Le Louvre ne possède aucun tableau de ce maître excellent, qui à Berlin, à Munich, à Rotterdam, à Copenhague, à Francfort et dans mainte collection particulière, comme chez MM. Rothan et L. Goldschmidt, est représenté par des ouvrages remarquables. Mais le Bac de Bruxelles (1647), le tableau du même nom (1657), récemment entré au musée d’Anvers (n° 665 du catal.), et surtout la Halte du Ryks-Muséum d’Amsterdam (1660), nous semblent ses chefs-d’œuvre. Dans ce dernier tableau, légué au musée par M. Dupper[1], on trouve comme un résumé du talent de Salomon. Vous diriez qu’il a voulu y accumuler les preuves de son habileté, tant l’œuvre est riche en détails de toute sorte. Cette eau courante, à laquelle s’abreuvent des vaches admirablement dessinées, ces deux coches attelés, ces cavaliers et ces dames arrêtés devant la porte d’une auberge, l’hôte et l’hôtesse qui s’empressent autour d’eux ; près de là une femme qui lave, une autre qui porte son enfant, un berger, un chien, des dindons et des poules ; au-dessus des chênes au feuillage dentelé et à l’horizon une mer de verdure que dominent au loin les deux clochers d’une église, tout cela est peint avec une sûreté magistrale et forme un ensemble dont l’harmonie olivâtre est très distinguée.

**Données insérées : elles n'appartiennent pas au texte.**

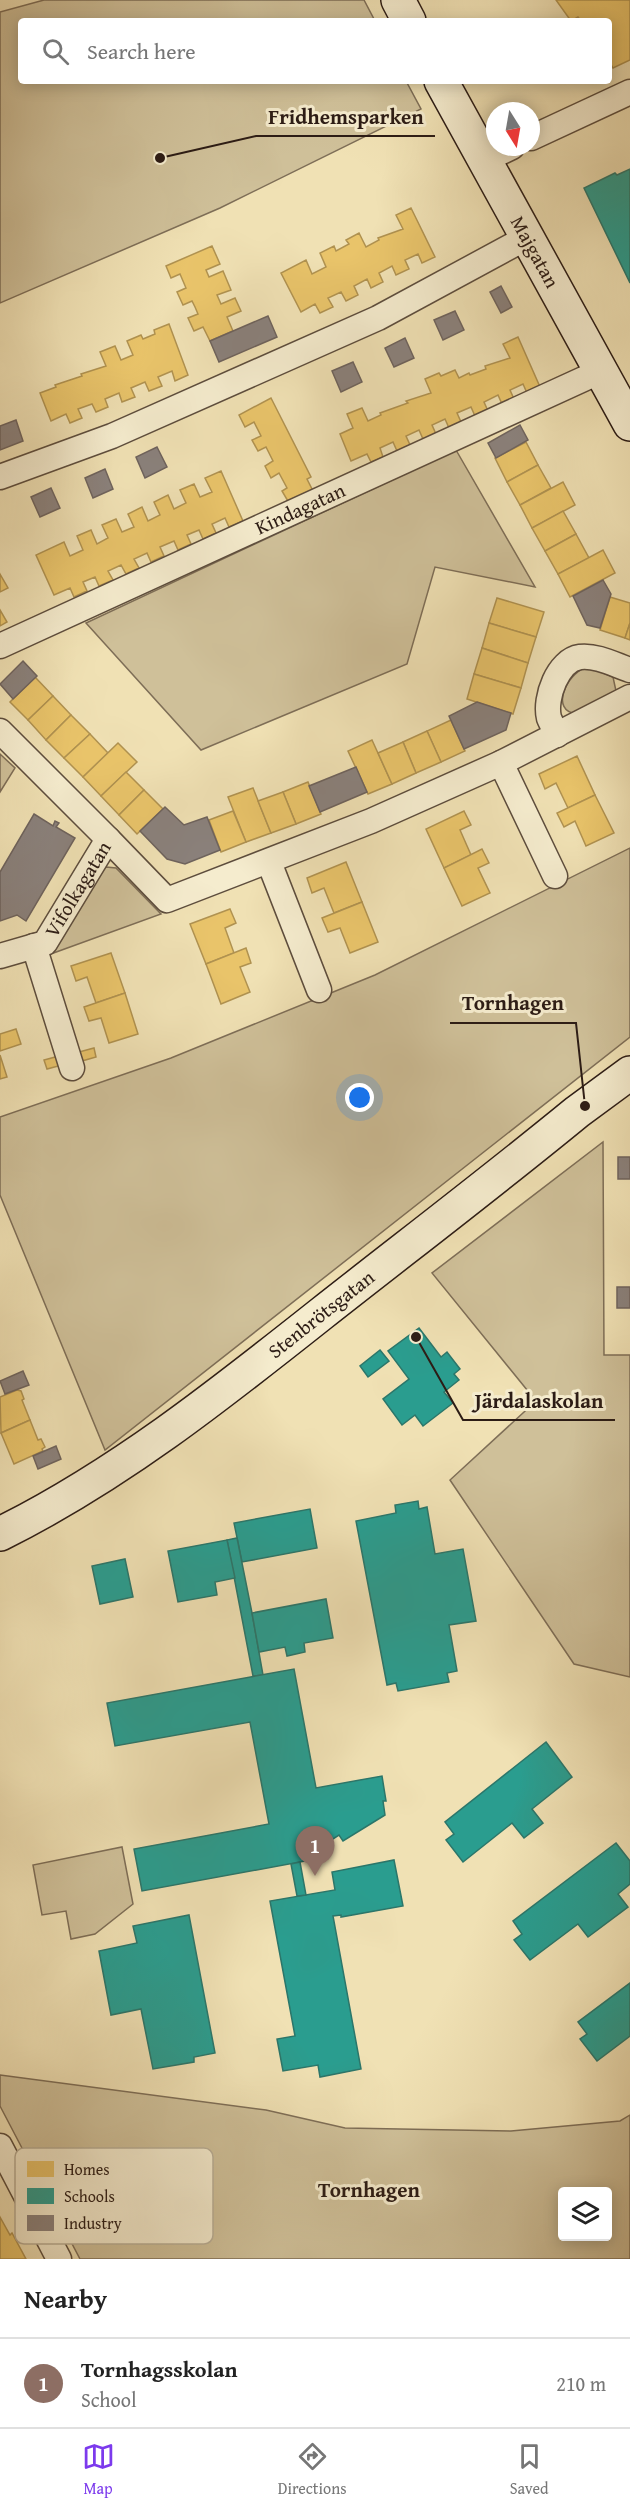 <!DOCTYPE html>
<meta charset="utf-8">
<style>
:root{--surface:#fff;--page:#f6f6f6;--text:#222;--muted:#767676;--line:#e0e0e0;--accent:#7c3aed}
body{margin:0;font-family:"Gentium Book Plus",serif;background:var(--page);color:var(--text)}
.controls{position:absolute;right:18px;bottom:18px;display:grid;overflow:hidden;border-radius:6px;box-shadow:0 3px 15px #0003}
.controls button{width:54px;height:54px;display:grid;place-items:center;padding:0;border:0;border-bottom:2px solid var(--line);background:var(--surface);color:var(--text);font:30px sans-serif}
.compass{position:absolute;left:486px;top:102px;width:54px;height:54px;border-radius:50%;background:var(--surface);box-shadow:0 3px 15px #0003;rotate:169deg}
.you{position:absolute;left:360px;top:1098px;width:21px;height:21px;margin:-15px;border:4px solid #fff;border-radius:50%;background:#1a73e8;box-shadow:0 0 0 9px #1a73e833}
.badge{display:grid;place-items:center;width:39px;height:39px;border-radius:50%;background:var(--accent);color:#fff;font-size:20px;font-weight:700}
.pin{position:absolute;translate:-50% -50px;filter:drop-shadow(0 2px 3px #0008)}
.pin::after{content:'';position:absolute;top:32px;width:21px;height:18px;background:inherit;clip-path:polygon(0 0,100% 0,50% 100%)}
.list{margin:0;padding:0;list-style:none}
h2{display:flex;justify-content:space-between;align-items:center;height:78px;margin:0;padding:0 24px;font-size:26px}
h2 small{font-size:20px;font-weight:400;color:var(--muted)}
.list li{display:grid;grid-template-columns:39px 1fr auto;gap:18px;align-items:center;box-sizing:border-box;height:90px;padding:0 24px;border-top:2px solid var(--line)}
.list b{display:block;font-size:22px;white-space:nowrap}
.list p{margin:0;font-size:20px;white-space:nowrap;color:var(--muted)}
.list em{font-size:20px;font-style:normal;color:var(--muted)}
.icon{flex:none;width:33px;height:33px;fill:none;stroke:currentColor;stroke-width:2;stroke-linecap:round;stroke-linejoin:round}
.map{position:relative;flex:none;width:630px;height:2259px;overflow:hidden}
.search{position:absolute;background:var(--surface);box-shadow:0 3px 15px #0003;left:18px;right:18px;top:18px;height:66px;display:flex;align-items:center;gap:15px;box-sizing:border-box;padding:0 21px;border-radius:6px;color:var(--muted);font-size:22px}
.sheet{height:168px;background:var(--surface)}
nav{display:flex;justify-content:space-around;align-items:center;box-sizing:border-box;height:84px;border-top:2px solid var(--line);background:var(--surface);font-size:16px;color:var(--muted)}
nav a{display:grid;justify-items:center;gap:3px}
nav .on{color:var(--accent)}
.map>svg:first-child{display:block}
</style>
<div class="map">
<svg width="630" height="2259" viewBox="0 0 630 2259">
<rect width="100%" height="100%" fill="#f0e1b4"/>
<filter id="stains"><feTurbulence type="fractalNoise" baseFrequency=".00333" numOctaves="4"/><feColorMatrix values="0 0 0 0 .2 0 0 0 0 .09 0 0 0 0 .02 0 0 0 .5 -.17"/></filter>
<radialGradient id="worn" r=".72"><stop offset=".6" stop-color="#630" stop-opacity="0"/><stop offset="1" stop-color="#630" stop-opacity=".3"/></radialGradient>
<g fill="#cfc099" stroke="#7e6e57" stroke-width="1.5" fill-rule="evenodd">
<polygon points="44,0 364,0 375,21 21,21 21,81 406,81 421,109 220,208 0,303 0,12"/>
<polygon points="456,450 535,587 435,567 407,664 201,750 86,623"/>
<path d="M 585,668 L 594,669 L 613,677 L 616,691 L 577,714 C 549,711 567,674 585,668 Z"/>
<polygon points="0,754 15,768 0,792"/>
<polygon points="630,848 630,1037 105,1450 0,1195 0,1117 171,1058 375,975"/>
<polygon points="106,867 116,868 161,914 48,955 98,873"/>
<polygon points="603,1142 604,1355 630,1355 630,1677 574,1664 450,1480 536,1401 432,1273"/>
<polygon points="122,1847 133,1904 95,1934 71,1939 66,1911 42,1915 33,1865"/>
<path d="M 0,2075 L 266,2110 L 345,2128 L 511,2131 L 620,2121 L 630,2115 L 630,2259 L 80,2259 L 0,2106 ZM 562,2192 L 608,2192 L 608,2236 L 562,2236 Z"/>
</g>
<g fill="#e9c46a" stroke="#b09250" stroke-width="1.5">
<polygon points="556,0 630,0 630,60 613,68 609,61 609,21 581,21 578,17 571,21"/>
<polygon points="411,208 435,257 422,263 418,254 405,260 409,269 396,275 392,266 379,273 383,282 371,288 367,279 354,286 358,295 346,301 341,292 328,298 333,307 320,313 315,304 301,312 281,273 306,260 312,274 326,267 320,253 334,246 336,251 349,244 346,240 359,233 366,247 379,240 378,238 403,229 396,215"/>
<polygon points="212,246 220,264 206,270 209,277 223,271 231,290 217,295 221,304 235,298 241,311 227,317 233,331 210,341 203,327 194,331 188,318 198,314 195,307 192,301 183,305 177,292 186,288 180,274 171,278 166,266"/>
<polygon points="169,324 188,375 175,381 172,371 158,377 162,386 149,391 145,382 131,388 135,397 122,402 119,393 105,399 108,407 96,412 92,404 78,409 82,418 70,423 66,414 51,421 40,393 56,387 55,385 82,376 81,374 106,366 100,352 115,346 121,360 133,355 127,341 141,335 143,339 155,334 154,330"/>
<polygon points="518,337 540,387 527,393 523,384 510,390 514,399 502,404 498,395 484,402 488,411 475,416 471,407 457,413 461,422 449,428 445,419 432,425 436,434 423,439 419,430 406,436 410,445 397,451 393,442 380,448 383,457 371,462 367,454 351,461 340,434 353,428 347,414 362,408 368,421 381,415 380,413 408,403 406,401 431,393 425,379 439,373 441,376 455,370 459,378 469,373 470,375 486,369 485,366 510,358 503,344"/>
<polygon points="271,398 311,477 307,479 313,491 289,503 282,491 287,488 279,473 271,478 265,466 273,461 266,447 258,451 252,440 261,436 254,422 245,427 239,415"/>
<polygon points="526,442 538,465 507,482 495,458"/>
<polygon points="538,465 551,488 520,505 507,482"/>
<polygon points="221,471 243,521 229,527 225,518 212,524 216,533 203,539 199,530 187,535 191,544 178,550 174,541 160,547 164,556 151,562 147,553 134,559 139,568 126,574 121,565 108,571 113,580 99,586 95,577 83,582 87,591 74,597 70,588 54,595 36,555 64,542 70,556 83,550 77,536 91,530 97,544 108,538 102,525 116,519 122,532 134,527 128,514 142,507 148,521 160,515 154,502 168,495 174,509 186,503 180,490 194,484 200,497 212,492 205,478"/>
<polygon points="563,482 575,505 532,528 520,505"/>
<polygon points="563,511 576,534 545,551 532,528"/>
<polygon points="576,534 589,558 558,574 545,551"/>
<polygon points="603,550 615,573 570,597 558,574"/>
<polygon points="0,574 8,588 0,592"/>
<polygon points="610,597 630,603 630,623 625,638 600,630"/>
<polygon points="497,598 544,612 536,637 489,623"/>
<polygon points="0,610 7,622 0,626"/>
<polygon points="489,623 536,637 528,663 482,648"/>
<polygon points="630,623 630,640 625,638"/>
<polygon points="482,648 528,663 521,688 474,674"/>
<polygon points="474,674 521,688 513,714 467,699"/>
<polygon points="35,677 53,696 28,720 10,702"/>
<polygon points="53,696 71,715 46,740 28,720"/>
<polygon points="71,715 90,734 64,758 46,740"/>
<polygon points="451,720 465,751 441,762 427,731"/>
<polygon points="427,731 441,762 416,773 403,742"/>
<polygon points="90,734 108,753 83,777 64,758"/>
<polygon points="372,740 392,784 368,794 348,751"/>
<polygon points="403,742 416,773 392,784 378,753"/>
<polygon points="118,743 137,762 101,796 83,777"/>
<polygon points="577,756 595,795 568,808 556,783 545,789 539,774"/>
<polygon points="126,772 144,790 119,815 101,796"/>
<polygon points="308,782 321,814 296,824 283,792"/>
<polygon points="253,788 271,833 246,842 228,797"/>
<polygon points="144,790 163,809 137,834 119,815"/>
<polygon points="283,792 296,824 271,833 258,801"/>
<polygon points="595,795 614,833 586,846 575,821 564,827 557,813"/>
<polygon points="233,811 246,842 221,852 209,820"/>
<polygon points="464,811 471,825 460,830 471,855 444,868 426,829"/>
<polygon points="482,849 489,863 478,868 490,893 462,906 444,868"/>
<polygon points="346,862 362,902 334,913 324,888 312,893 307,878"/>
<polygon points="362,902 378,942 350,953 340,928 328,932 322,918"/>
<polygon points="230,909 236,923 225,928 234,953 206,964 190,924"/>
<polygon points="246,948 251,963 240,967 250,992 221,1004 206,964"/>
<polygon points="111,953 125,993 96,1003 87,977 76,981 71,966"/>
<polygon points="125,993 138,1034 109,1043 101,1018 89,1021 84,1007"/>
<polygon points="16,1029 21,1044 0,1051 0,1034"/>
<polygon points="94,1048 96,1057 82,1061 79,1052"/>
<polygon points="0,1055 7,1077 0,1079"/>
<polygon points="59,1056 62,1065 47,1069 44,1060"/>
<polygon points="17,1390 21,1391 24,1399 22,1400 30,1420 1,1433 0,1397"/>
<polygon points="30,1420 38,1440 41,1439 45,1447 42,1449 43,1451 14,1464 1,1433"/>
<polygon points="0,2217 10,2235 12,2233 26,2259 0,2259"/>
</g>
<g fill="#2a9d8f" stroke="#2b766a" stroke-width="1.5">
<polygon points="630,169 630,283 584,188 615,173 617,175"/>
<polygon points="419,1328 441,1357 447,1352 460,1369 454,1374 459,1380 444,1392 453,1403 423,1426 415,1415 402,1425 383,1399 409,1379 388,1351"/>
<polygon points="380,1350 389,1361 368,1377 360,1366"/>
<polygon points="418,1501 419,1509 427,1507 435,1554 463,1549 476,1621 449,1625 457,1671 447,1673 449,1682 398,1691 396,1683 387,1685 356,1521 396,1513 395,1505"/>
<polygon points="310,1509 317,1548 242,1562 234,1523"/>
<polygon points="237,1538 252,1613 263,1675 253,1676 227,1540"/>
<polygon points="227,1540 235,1578 215,1582 217,1595 178,1602 168,1551"/>
<polygon points="125,1559 133,1597 100,1604 92,1566"/>
<polygon points="326,1599 333,1638 304,1643 305,1652 287,1656 285,1647 259,1652 252,1613"/>
<polygon points="294,1669 316,1788 382,1776 386,1801 383,1801 385,1815 343,1841 339,1835 325,1844 327,1857 142,1891 134,1849 269,1824 250,1722 115,1746 107,1703"/>
<polygon points="546,1742 572,1777 532,1809 543,1823 524,1838 512,1823 463,1862 446,1840 454,1834 445,1822"/>
<polygon points="616,1843 630,1861 630,1884 618,1894 628,1907 588,1937 578,1924 530,1960 514,1940 522,1934 513,1921"/>
<polygon points="394,1860 403,1906 341,1917 341,1915 333,1916 361,2069 320,2077 318,2065 283,2071 277,2039 295,2036 270,1901 335,1890 332,1872"/>
<polygon points="300,1862 306,1895 297,1896 291,1864"/>
<polygon points="189,1915 215,2053 194,2057 194,2062 153,2069 141,2009 111,2015 99,1951 137,1943 133,1926"/>
<polygon points="630,1983 630,2036 597,2061 580,2039 587,2034 578,2022"/>
</g>
<g fill="#8a817c" stroke="#6e635d" stroke-width="1.5">
<polygon points="501,286 512,307 501,313 490,292"/>
<polygon points="455,311 464,330 443,340 434,320"/>
<polygon points="268,316 277,337 219,362 210,341"/>
<polygon points="405,338 414,358 394,367 385,348"/>
<polygon points="353,362 362,382 341,392 332,371"/>
<polygon points="16,420 23,441 0,450 0,426"/>
<polygon points="520,425 528,440 496,458 488,443"/>
<polygon points="157,447 167,467 145,478 136,457"/>
<polygon points="105,469 113,489 93,498 85,478"/>
<polygon points="51,488 60,508 40,517 31,497"/>
<polygon points="603,580 611,594 600,628 587,625 573,596"/>
<polygon points="23,661 37,676 13,699 0,684"/>
<polygon points="477,702 511,713 506,730 464,749 449,716"/>
<polygon points="356,767 367,792 320,812 309,786"/>
<polygon points="165,807 184,825 207,817 220,850 185,864 167,859 140,831"/>
<polygon points="34,814 53,826 55,821 59,823 56,827 75,838 26,921 17,915 0,921 0,872"/>
<rect x="618" y="1157" width="12" height="22"/>
<rect x="617" y="1287" width="13" height="21"/>
<polygon points="23,1371 29,1385 5,1394 0,1381"/>
<polygon points="56,1446 61,1459 38,1469 33,1456"/>
</g>
<g fill="none" stroke-linecap="round" stroke-linejoin="round">
<defs>
<g id="street">
<polyline points="531,138 630,92"/>
<polyline points="483,161 512,147"/>
<polyline points="0,477 112,436 378,318 526,238"/>
<path id="s1" d="M 0,646 L 601,371"/>
<polyline points="0,731 108,839"/>
<path d="M 557,735 C 555,730 551,723 549,718 C 544,698 558,660 580,657 C 597,655 615,665 630,670"/>
<polyline points="501,763 555,876"/>
<polyline points="269,862 319,990"/>
<polyline points="34,946 72,1068"/>
<path id="s2" d="M 0,956 L 45,943 L 108,839 L 167,900 L 371,821 L 501,763 L 630,697"/>
<polyline points="0,2146 59,2259"/>
</g>
<g id="secondary">
<polyline points="398,0 409,21"/>
<path id="s3" d="M 441,81 L 630,424"/>
<path id="s4" d="M 0,1534 C 117,1476 219,1395 321,1314 C 406,1247 493,1181 577,1112 L 630,1073"/>
</g>
</defs>
<use href="#street" stroke="#5d4d3d" stroke-width="27"/>
<use href="#secondary" stroke="#2c1c15" stroke-width="36"/>
<use href="#street" stroke="#f5ecce" stroke-width="24"/>
<use href="#secondary" stroke="#f5ecce" stroke-width="33"/>
</g>
<g text-anchor="middle" stroke-width="6" stroke-linejoin="round" paint-order="stroke">
<g font-size="20" fill="#2c1c15" stroke="#f5ecce">
<text dy="7" stroke="none"><textPath href="#s3" startOffset="195">Majgatan</textPath></text>
<text dy="7" stroke="none"><textPath href="#s1" startOffset="330">Kindagatan</textPath></text>
<text dy="7" stroke="none"><textPath href="#s2" startOffset="110">Vifolkagatan</textPath></text>
<text dy="7" stroke="none"><textPath href="#s4" startOffset="390">Stenbrötsgatan</textPath></text>
</g>
<g font-size="21" font-weight="bold" fill="#2c1c15" stroke="#f5ecce">
<text x="369" y="2197">Tornhagen</text>
</g>
</g>
<rect x="15" y="2148" width="198" height="96" rx="9" fill="#f5ecce" stroke="#b9ae96" stroke-width="1.5"/>
<rect x="27" y="2161" width="27" height="16" fill="#e9c46a"/>
<rect x="27" y="2188" width="27" height="16" fill="#2a9d8f"/>
<rect x="27" y="2215" width="27" height="16" fill="#8a817c"/>
<g font-size="16" fill="#2c1c15">
<text x="64" y="2175">Homes</text>
<text x="64" y="2202">Schools</text>
<text x="64" y="2229">Industry</text>
</g>
<path fill="none" stroke="#2c1c15" stroke-width="2" d="M160 158L256 136H435M585 1106L576 1023H450M416 1337L463 1420H615"/>
<g fill="#2c1c15" stroke="#f5ecce" stroke-width="2">
<circle cx="160" cy="158" r="6"/>
<circle cx="585" cy="1106" r="6"/>
<circle cx="416" cy="1337" r="6"/>
</g>
<g font-size="21" text-anchor="middle" font-weight="bold" fill="#2c1c15" stroke="#f5ecce" stroke-width="6" stroke-linejoin="round" paint-order="stroke">
<text x="346" y="124">Fridhemsparken</text>
<text x="513" y="1010">Tornhagen</text>
<text x="539" y="1408">Järdalaskolan</text>
</g>
<rect width="100%" height="100%" filter="url(#stains)"/>
<rect width="100%" height="100%" fill="url(#worn)"/>
</svg>
<div class="controls">
<button><svg class="icon" aria-label="layers" viewBox="0 0 24 24"><path d="M12 4l9 5-9 5-9-5zM3 14l9 5 9-5"/></svg></button>
</div>
<svg class="compass" viewBox="-18 -18 36 36"><path d="M0-13l5 13h-10z" fill="#e53935"/><path d="M0 13l5-13h-10z" fill="#767676"/></svg>
<div class="you"></div>
<div class="pin badge" style="left:315px;top:1876px;background:#8d6e63">1</div>
<div class="search"><svg class="icon" aria-label="search" viewBox="0 0 24 24"><circle cx="10" cy="10" r="6"/><path d="M15 15l6 6"/></svg>Search here</div>
</div>
<section class="sheet">
<h2>Nearby<small></small></h2>
<ul class="list">
<li><span class="badge" style="background:#8d6e63">1</span><div><b>Tornhagsskolan</b><p>School</p></div><em>210 m</em></li>
</ul>
</section>
<nav>
<a class="on"><svg class="icon" aria-label="map" viewBox="0 0 24 24"><path d="M3 6l6-2 6 2 6-2v14l-6 2-6-2-6 2zM9 4v14M15 6v14"/></svg>Map</a>
<a><svg class="icon" aria-label="directions" viewBox="0 0 24 24"><path d="M12 3l9 9-9 9-9-9zM9 14v-3h6M13 9l2 2-2 2"/></svg>Directions</a>
<a><svg class="icon" aria-label="saved" viewBox="0 0 24 24"><path d="M7 4h10v16l-5-4-5 4z"/></svg>Saved</a>
</nav>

Malgré la plénitude de vie qui l’anime, le tableau a une grande simplicité d’aspect, et la puissance du ton en est tout à fait merveilleuse.

Comme son frère Isaac, Salomon avait eu aussi un fils peintre, et les deux cousins, paysagistes tous deux, traitant aussi des données analogues, avaient reçu tous deux (comme pour augmenter entre eux les chances de confusion) le même prénom de Jacob[2]

  1. Une variante un peu modifiée de ce tableau, antérieure de quelques années (1655), a été également léguée au musée d’Amsterdam, en 1880, par H. Van de Poil : elle est aussi très remarquable, mais cependant de qualité un peu moindre.
  2. Suivant l’usage hollandais, on les distinguait par les noms de leurs pères, qu’ils joignaient aux leurs : Jacob Isaacszoon (fils d’Isaac) et Jacob Salomonsz. C’est ainsi qu’ils ont signé eux-mêmes au contrat de mariage de ce dernier, d’après l’acte récemment retrouvé par M. Bredius, et qu’il a bien voulu me communiquer.